Sustainability Pillar #1: Manageable number of client households

In order for advisors to meet the fiduciary standard under the new Department of Labor rule, the level of oversight required for client relationships will likely increase on the whole – thereby impacting the total number of serviceable households.

The key question: How many households can you effectively serve?

The serviceable number of households is different for all advisors. It is often complex and depends on several factors such as: client AUM and revenue, operational efficiency, technology integration, service matrix. At Russell Investments we have developed a straightforward method that can help you understand the dynamics of successfully managing the number of households in your book. Furthermore, we believe that today, more than ever, advisors must take a realistic inventory of client relationships and adjust accordingly, especially when you consider that each client household in your book:
  • requires a minimum level of time and resources from the advisory firm to fulfill the obligation of advice. The final DOL rule will increase the requirements and corresponding resources necessary to fulfill that responsibility, but the time and resources come at a cost. Are all of your clients generating sufficient annual revenue to cover their “cost” to your business?
  • represents an equal unit of enterprise risk. That unit of risk is demonstrated by the client’s ability to bring a lawsuit. This risk has always been apparent; however, the final DOL rule likely increases the liability of maintaining IRA client relationships because of the higher fiduciary standard and the oversight surrounding the new rule. Whether the (IRA) account is big or small, belongs to your top or bottom client – from a regulatory standpoint, every account is “fair game” for scrutiny.
The value of your time Understanding how to successfully service the number of households in your book begins with understanding the value of your time. This is a simple economic formula designed to provide a foundation for determining manageability of a client household:

Value of Time Chart and disclosure> Take your annual gross revenue ($800k in this example) and divide it by 2000 hours (approximate total number of work hours per year).

> The result gives you the value of an hour of your and your team’s time – much like an hourly rate a lawyer or a CPA would charge.

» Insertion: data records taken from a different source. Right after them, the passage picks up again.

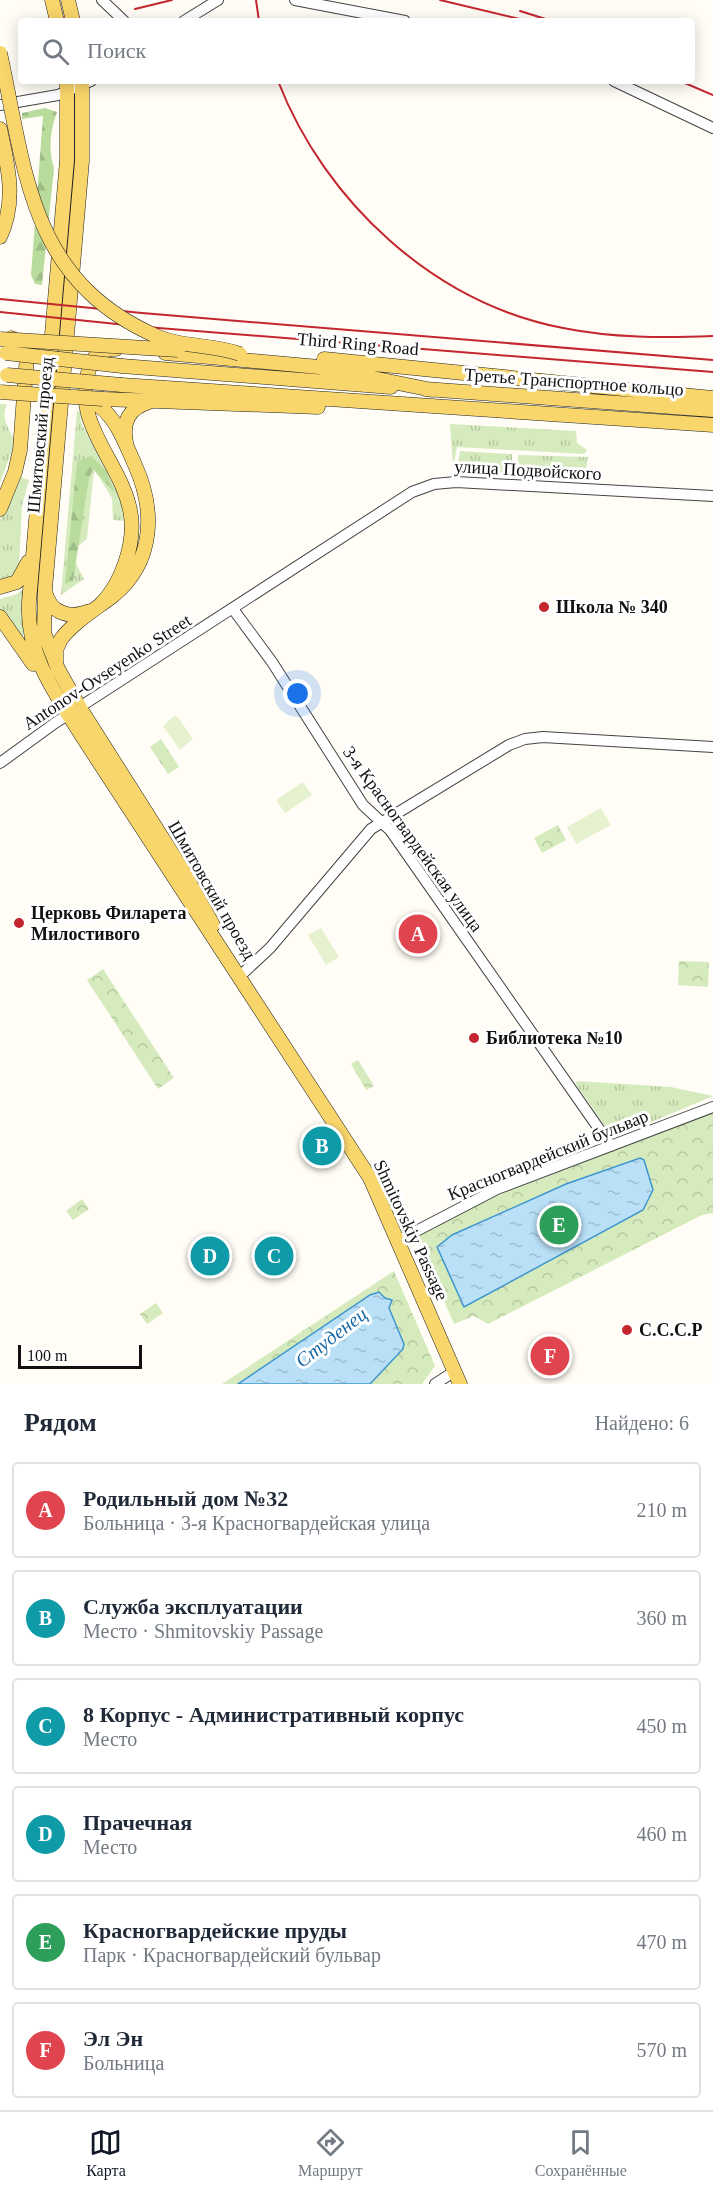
<!DOCTYPE html>
<html lang="ru">
<head>
<meta charset="utf-8">
<style>
	body { margin:0; font-family:Georgia,serif; background:#f2f2f3; color:#1f2937 }
	.scale { position:absolute; left:18px; bottom:15px; width:124px; box-sizing:border-box; padding-left:6px; border:3px solid #111; border-top:0; font-size:16px; line-height:21px; white-space:nowrap; color:#111; -webkit-text-stroke:4px #fff; paint-order:stroke }
	.you { position:absolute; left:298px; top:694px; width:21px; height:21px; margin:-15px; border:4px solid #fff; border-radius:50%; background:#1a73e8; box-shadow:0 0 0 9px #1a73e833 }
	.badge { display:grid; place-items:center; width:39px; height:39px; border-radius:50%; background:#111827; color:#fff; font-size:20px; font-weight:700 }
	.pin { position:absolute; translate:-50% -50%; border:3px solid #fff; box-shadow:0 2px 6px #0006 }
	.list { margin:0; padding:0; list-style:none }
	h2 { display:flex; justify-content:space-between; align-items:center; height:78px; margin:0; padding:0 24px; font-size:26px }
	h2 small { font-size:20px; font-weight:400; color:#747a83 }
	.list li { display:grid; grid-template-columns:39px 1fr auto; gap:18px; align-items:center; box-sizing:border-box; height:96px; margin:0 12px 12px; padding:0 12px; border:2px solid #e0e1e3; border-radius:6px }
	.list b { display:block; font-size:22px; white-space:nowrap }
	.list p { margin:0; font-size:20px; white-space:nowrap; color:#747a83 }
	.list em { font-size:20px; font-style:normal; color:#747a83 }
	.icon { flex:none; width:33px; height:33px; fill:none; stroke:currentColor; stroke-width:2; stroke-linecap:round; stroke-linejoin:round }
	.map { position:relative; flex:none; width:713px; height:1384px; overflow:hidden }
	.search { position:absolute; background:#fff; box-shadow:0 3px 15px #0003; left:18px; right:18px; top:18px; height:66px; display:flex; align-items:center; gap:15px; box-sizing:border-box; padding:0 21px; border-radius:6px; color:#747a83; font-size:22px }
	.sheet { height:726px; background:#fff }
	nav { display:flex; justify-content:space-around; align-items:center; box-sizing:border-box; height:84px; border-top:2px solid #e0e1e3; background:#fff; font-size:16px; color:#747a83 }
	nav a { display:grid; justify-items:center; gap:3px }
	nav .on { color:#111827 }
	.map>svg:first-child { display:block }
	.grass { fill:url(#grass-tufts) }
	.forest { fill:url(#forest-firs) }
	.park { fill:url(#park-crowns) }
	.pitch { fill:#e6f2cf }
	.water { fill:url(#water-ripples); stroke:#3f96cf; stroke-width:1.5 }
	.lines { fill:none; stroke-linecap:round; stroke-linejoin:round }
	.minor-casing { stroke:#444; stroke-width:12 }
	.major-casing { stroke:#222; stroke-width:15 }
	.minor { stroke:#fff; stroke-width:10 }
	.major { stroke:#f9d66b; stroke-width:14 }
	.rail { stroke:#c4262e; stroke-width:2 }
	.major-bridge-casing { stroke:#222; stroke-width:15; stroke-linecap:butt }
	.major-bridge { stroke:#f9d66b; stroke-width:14 }
	.poi-dot { fill:#c4262e; stroke:#fff; stroke-width:2 }
	.labels { text-anchor:middle; stroke-width:6; stroke-linejoin:round; paint-order:stroke }
	.street-label { font-size:18px; fill:#111; stroke:#fff }
	.poi-label { font-size:18px; font-weight:bold; fill:#111; stroke:#fff; text-anchor:start }
	.water-label { font-size:20px; font-style:italic; fill:#1768a6; stroke:#fff }
</style>
</head>
<body>
<div class="map">
<svg width="713" height="1384" viewBox="0 0 713 1384">
	<defs>
		<pattern id="grass-tufts" width="24" height="20" patternUnits="userSpaceOnUse" patternTransform="scale(1.5)"><rect width="24" height="20" fill="#d5ebbd"/><path d="M3 7l-1-3M5 7V3M7 7l1-3M15 17l-1-3M17 17v-4M19 17l1-3" fill="none" stroke="#b6c8a1"/></pattern>
		<pattern id="forest-firs" width="22" height="20" patternUnits="userSpaceOnUse" patternTransform="scale(1.5)"><rect width="22" height="20" fill="#b9dc9c"/><path d="M5 1l3.5 6h-7zM16 11l3.5 6h-7z" fill="#9ebc85"/></pattern>
		<pattern id="park-crowns" width="20" height="18" patternUnits="userSpaceOnUse" patternTransform="scale(1.5)"><rect width="20" height="18" fill="#d5ebbd"/><path d="M2 6a3 3 0 1 1 6 0M12 15a3 3 0 1 1 6 0" fill="none" stroke="#b6c8a1"/></pattern>
		<pattern id="water-ripples" width="26" height="14" patternUnits="userSpaceOnUse" patternTransform="scale(1.5)"><rect width="26" height="14" fill="#b9e0f7"/><path d="M2 4q2-2 4 0t4 0M15 11q2-2 4 0t4 0" fill="none" stroke="#9ebfd3"/></pattern>
	</defs>
	<rect width="100%" height="100%" fill="#fffdf5"/>
	<path class="grass" d="M0,404H7C0,418 9,429 15,442L0,483Z
		M77,411H80L81,423L120,498L124,521L113,520L112,498L94,469L87,539L70,552L84,579L61,595Z
		M450,424L576,431L577,443L587,450L584,454L457,447L453,468Z
		M460,451L512,454V476L456,474Z
		M518,455L588,457L584,481L517,477Z
		M18,476L29,480L22,506L19,568L13,575L0,581V520Z
		M25,588L23,640L0,610V599L17,594Z
		M577,1081L671,1087L713,1096L616,1137L612,1136L575,1083Z"/>
	<path class="forest" d="M45,108L57,112C50,130 48,150 54,168L42,285L35,284L31,275L43,116L22,119V113Z
		M91,456L106,470L115,493L93,469L89,478L73,581L65,584L77,462Z"/>
	<path class="park" d="M161,739L179,767L168,774L150,747Z
		M558,825L566,840L542,853L534,838Z
		M679,961L709,962L708,987L678,985Z
		M103,969L174,1078L158,1089L87,980Z
		M358,1060L374,1086L366,1090L351,1064Z
		M713,1112V1213L702,1215L488,1324L474,1316L454,1324L416,1236L504,1191Z
		M82,1199L89,1209L73,1220L66,1211Z
		M394,1271L435,1366L422,1384H222Z
		M156,1303L163,1313L147,1324L140,1314Z"/>
	<path class="pitch" d="M174,716L178,717L193,739L180,750L163,726Z
		M303,782L312,795L285,813L276,800Z
		M601,808L611,825L576,844L567,827Z
		M321,928L339,957L326,965L308,935Z"/>
	<path class="water" d="M640,1158L644,1160L653,1190L643,1210L464,1307L437,1247L452,1235L566,1184Z
		M379,1292L385,1298L392,1300L389,1308L404,1344L403,1349L370,1384H238L370,1295Z"/>
	<g class="lines">
		<defs>
			<path id="minor" d="M102,0L124,21
				M295,0L405,21
				M184,21L218,0
				M614,81L713,128
				M0,105L58,95L91,81
				M233,609L272,662L363,805L390,830L611,1146
				M0,763L55,723L412,492L434,484L456,482L713,496
				M240,976L270,948L371,829L509,745L525,739L543,737L713,747
				M399,1240L497,1189L713,1107
				M435,1384L455,1371"/>
			<path id="major" d="M52,0L57,21
				M68,0L73,21
				M67,81V160L29,602C26,655 55,693 82,736L370,1178L460,1384
				M82,81V161L45,589L44,633L58,669L80,708L182,869L213,925
				M0,129C8,166 17,201 0,237
				M165,353L319,367L432,390
				M324,359L713,398
				M122,366L391,387
				M122,385L713,425
				M425,389L713,410
				M103,399L318,407
				M126,442C122,422 129,408 149,402
				M0,509L15,472L20,450L27,355L25,345L11,338
				M0,587L17,582L28,562
				M45,591C50,614 70,619 90,611
				M100,605C121,585 135,545 131,516C124,462 67,423 91,364C96,353 104,348 116,349
				M0,617L33,664
				M56,664V650L61,639C75,621 96,609 114,595C155,561 155,509 135,465C126,445 117,419 99,406"/>
		</defs>
		<use href="#minor" class="minor-casing"/>
		<use href="#major" class="major-casing"/>
		<use href="#minor" class="minor"/>
		<use href="#major" class="major"/>
		<path class="rail" d="M256,0L259,21
			M440,0L528,21
			M135,9L172,0
			M520,11L552,21
			M278,81C325,202 434,303 563,328C613,338 662,338 713,336
			M680,81L713,95
			M0,299L142,313L713,360
			M0,312L146,327L713,372"/>
		<defs>
			<path id="major-bridge" d="M0,53C26,172 29,280 156,336C184,348 213,344 240,354
				M0,339L178,350
				M6,353L122,366
				M7,375L122,385
				M0,392L103,399"/>
		</defs>
		<use href="#major-bridge" class="major-bridge-casing"/>
		<use href="#major-bridge" class="major-bridge"/>
	</g>
	<g class="poi-dot">
		<circle cx="544" cy="607" r="6"/>
		<circle cx="19" cy="923" r="6"/>
		<circle cx="474" cy="1038" r="6"/>
		<circle cx="627" cy="1330" r="6"/>
	</g>
	<g class="labels">
		<g class="street-label">
			<text transform="translate(358 344) rotate(5)" y="6">Third Ring Road</text>
			<text transform="translate(574 382) rotate(4)" y="6">Третье Транспортное кольцо</text>
			<text transform="translate(40 435) rotate(-85)" y="6">Шмитовский проезд</text>
			<text transform="translate(528 470) rotate(3)" y="6">улица Подвойского</text>
			<text transform="translate(107 672) rotate(-33)" y="6">Antonov-Ovseyenko Street</text>
			<text transform="translate(413 839) rotate(54)" y="6">3-я Красногвардейская улица</text>
			<text transform="translate(212 890) rotate(60)" y="6">Шмитовский проезд</text>
			<text transform="translate(548 1155) rotate(-22)" y="6">Красногвардейский бульвар</text>
			<text transform="translate(411 1230) rotate(65)" y="6">Shmitovskiy Passage</text>
		</g>
		<g class="poi-label">
			<text x="556" y="613">Школа № 340</text>
			<text x="31" y="919">Церковь Филарета<tspan x="31" dy="21">Милостивого</tspan></text>
			<text x="486" y="1044">Библиотека №10</text>
			<text x="639" y="1336">С.С.С.Р</text>
		</g>
		<g class="water-label">
			<text transform="translate(331 1337) rotate(-38)" y="7">Студенец</text>
		</g>
	</g>
</svg>
<div class="scale">100 m</div>
<div class="you"></div>
<div class="pin badge" style="left:418px;top:934px;background:#e0444e">A</div>
<div class="pin badge" style="left:322px;top:1146px;background:#0f9aa8">B</div>
<div class="pin badge" style="left:274px;top:1256px;background:#0f9aa8">C</div>
<div class="pin badge" style="left:210px;top:1256px;background:#0f9aa8">D</div>
<div class="pin badge" style="left:559px;top:1225px;background:#2e9e5b">E</div>
<div class="pin badge" style="left:550px;top:1356px;background:#e0444e">F</div>
<div class="search"><svg class="icon" aria-label="search" viewBox="0 0 24 24"><circle cx="10" cy="10" r="6"/><path d="M15 15l6 6"/></svg>Поиск</div>
</div>
<section class="sheet">
<h2>Рядом<small>Найдено: 6</small></h2>
<ul class="list">
<li><span class="badge" style="background:#e0444e">A</span><div><b>Родильный дом №32</b><p>Больница · 3-я Красногвардейская улица</p></div><em>210 m</em></li>
<li><span class="badge" style="background:#0f9aa8">B</span><div><b>Служба эксплуатации</b><p>Место · Shmitovskiy Passage</p></div><em>360 m</em></li>
<li><span class="badge" style="background:#0f9aa8">C</span><div><b>8 Корпус - Административный корпус</b><p>Место</p></div><em>450 m</em></li>
<li><span class="badge" style="background:#0f9aa8">D</span><div><b>Прачечная</b><p>Место</p></div><em>460 m</em></li>
<li><span class="badge" style="background:#2e9e5b">E</span><div><b>Красногвардейские пруды</b><p>Парк · Красногвардейский бульвар</p></div><em>470 m</em></li>
<li><span class="badge" style="background:#e0444e">F</span><div><b>Эл Эн</b><p>Больница</p></div><em>570 m</em></li>
</ul>
</section>
<nav>
<a class="on"><svg class="icon" aria-label="map" viewBox="0 0 24 24"><path d="M3 6l6-2 6 2 6-2v14l-6 2-6-2-6 2zM9 4v14M15 6v14"/></svg>Карта</a>
<a><svg class="icon" aria-label="directions" viewBox="0 0 24 24"><path d="M12 3l9 9-9 9-9-9zM9 14v-3h6M13 9l2 2-2 2"/></svg>Маршрут</a>
<a><svg class="icon" aria-label="saved" viewBox="0 0 24 24"><path d="M7 4h10v16l-5-4-5 4z"/></svg>Сохранённые</a>
</nav>
</body>
</html>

> Now that you have an idea of the value of your time, you have more clarity in terms of which households remain valuable to your practice.

Auditing season

By establishing your organization’s value of an hour, you have a metric to quantify the “expense” associated with client management. This “expense” can be measured against the “revenue” to determine profitability at a household level. The path toward sustainability rests on reviewing the profit feasibility and then factoring in the liability associated with maintaining each client relationship. Advisors will be pressed to make sound business decisions to determine the appropriate number of manageable households viewed through both the profitability and liability lens. In addition, finding scale and efficiency become even more of a priority to potentially accommodate a larger number of manageable households.

What’s next

Be sure to check back over the next week as we discuss the next pillar of a sustainable advisory business:
  1. Manageable number of client households
  2. Product inventory control
  3. Documentation of key processes
  4. Optimized client experience and portfolios

The bottom line

Successfully managing the number of households in your business is the first step toward building a sustainable practice. By conducting a household audit, you’re establishing a critical entry point in positioning your business for the changing landscape of advice that’s upon us.